For the next few months, I do my best to stick to the rules.
Although I step outside of them fairly regularly – I’m only an apprentice bear fighter at this stage, remember – each time I do, it helps to embed into my brain the importance of sticking to them. Life is still very hard – still too hard at times – but at least I have found a method of coping.
To help with hammering the message home, I get some t-shirts printed up to wear around the house and during exercise. Although my verbal memory is now pretty poor as a result of my brain injury, my visual memory is still very good so this really helps.
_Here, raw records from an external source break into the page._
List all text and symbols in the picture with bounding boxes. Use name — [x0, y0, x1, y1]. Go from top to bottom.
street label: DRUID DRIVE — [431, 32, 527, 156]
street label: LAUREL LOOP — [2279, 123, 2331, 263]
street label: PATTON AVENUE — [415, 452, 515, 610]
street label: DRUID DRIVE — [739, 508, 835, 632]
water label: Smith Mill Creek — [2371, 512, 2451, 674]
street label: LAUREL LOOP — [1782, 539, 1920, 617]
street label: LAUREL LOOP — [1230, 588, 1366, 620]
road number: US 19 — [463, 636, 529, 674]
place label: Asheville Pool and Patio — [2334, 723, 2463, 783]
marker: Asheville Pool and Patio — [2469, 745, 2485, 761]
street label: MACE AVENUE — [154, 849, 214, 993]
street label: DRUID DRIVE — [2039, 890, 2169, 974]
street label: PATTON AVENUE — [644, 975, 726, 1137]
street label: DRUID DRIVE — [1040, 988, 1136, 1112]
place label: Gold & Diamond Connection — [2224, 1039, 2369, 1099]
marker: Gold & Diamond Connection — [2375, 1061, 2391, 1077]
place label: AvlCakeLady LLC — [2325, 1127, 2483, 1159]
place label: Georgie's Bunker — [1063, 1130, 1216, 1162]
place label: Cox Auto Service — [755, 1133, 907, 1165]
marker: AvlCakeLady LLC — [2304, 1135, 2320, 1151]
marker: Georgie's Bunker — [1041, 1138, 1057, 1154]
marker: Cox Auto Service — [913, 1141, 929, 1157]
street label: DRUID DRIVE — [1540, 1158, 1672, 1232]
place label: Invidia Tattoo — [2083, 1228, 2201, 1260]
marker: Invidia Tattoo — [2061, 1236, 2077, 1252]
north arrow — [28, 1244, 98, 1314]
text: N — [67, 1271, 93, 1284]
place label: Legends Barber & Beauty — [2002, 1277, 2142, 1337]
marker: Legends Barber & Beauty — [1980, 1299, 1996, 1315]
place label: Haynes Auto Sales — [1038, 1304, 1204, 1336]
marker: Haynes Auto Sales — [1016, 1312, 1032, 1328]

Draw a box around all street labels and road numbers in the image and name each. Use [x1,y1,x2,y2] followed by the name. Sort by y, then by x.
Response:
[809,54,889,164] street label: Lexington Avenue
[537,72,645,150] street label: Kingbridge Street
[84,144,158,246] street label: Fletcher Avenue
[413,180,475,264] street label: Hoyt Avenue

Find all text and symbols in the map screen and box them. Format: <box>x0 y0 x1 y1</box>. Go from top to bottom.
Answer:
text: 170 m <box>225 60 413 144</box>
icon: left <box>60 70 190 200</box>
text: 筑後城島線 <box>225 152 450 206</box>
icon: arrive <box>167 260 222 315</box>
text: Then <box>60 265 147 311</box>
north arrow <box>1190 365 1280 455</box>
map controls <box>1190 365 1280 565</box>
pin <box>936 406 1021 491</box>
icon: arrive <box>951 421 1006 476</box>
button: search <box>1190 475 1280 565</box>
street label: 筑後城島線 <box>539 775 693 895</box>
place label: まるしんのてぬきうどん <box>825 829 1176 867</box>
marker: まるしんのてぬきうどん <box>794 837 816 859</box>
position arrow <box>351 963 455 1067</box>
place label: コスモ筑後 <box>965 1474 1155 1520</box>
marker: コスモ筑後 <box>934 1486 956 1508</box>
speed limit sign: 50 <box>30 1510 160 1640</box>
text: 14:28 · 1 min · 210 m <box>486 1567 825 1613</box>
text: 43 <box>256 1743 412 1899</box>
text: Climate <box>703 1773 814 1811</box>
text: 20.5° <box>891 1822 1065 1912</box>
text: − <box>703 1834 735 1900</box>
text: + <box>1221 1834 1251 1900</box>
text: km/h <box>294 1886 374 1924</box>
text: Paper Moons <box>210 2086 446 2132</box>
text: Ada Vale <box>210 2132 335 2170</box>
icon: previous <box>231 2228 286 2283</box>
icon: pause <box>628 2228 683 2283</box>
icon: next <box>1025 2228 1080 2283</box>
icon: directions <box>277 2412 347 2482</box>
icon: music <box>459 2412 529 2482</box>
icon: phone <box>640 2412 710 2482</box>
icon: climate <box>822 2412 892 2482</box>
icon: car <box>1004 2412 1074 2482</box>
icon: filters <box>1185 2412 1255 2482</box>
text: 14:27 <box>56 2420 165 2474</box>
But despite the fact that sticking to rules is clearly working for me, I have no idea why. This means that whenever I try something new or even a little bit different, I am always expecting the worst – though to be fair, rule 8 is proving to be pretty reliable.
Then, the penny drops for me. I have been mulling over applying for a Brain Injury Identity Card for a while now – until I reached the end of the notional 2-year recovery period for a brain injury, I had been hoping not to need one – and eventually I decide to take the plunge.
The application form requires me to pick out all the symptoms of my brain injury from a long list, choosing the 4 that I feel are most significant to appear on the card:
In doing so, my curiosity gets the better of me and I decide to cross reference these symptoms back to my well-thumbed head injury book (a “welcome home” gift from my wife on my return from hospital).
I am shocked to discover that the majority of the most significant symptoms arising from my brain injury relate to the frontal lobes – and when I check back against my medical records, this is the primary area of my brain that was damaged. Who’d have thunk it!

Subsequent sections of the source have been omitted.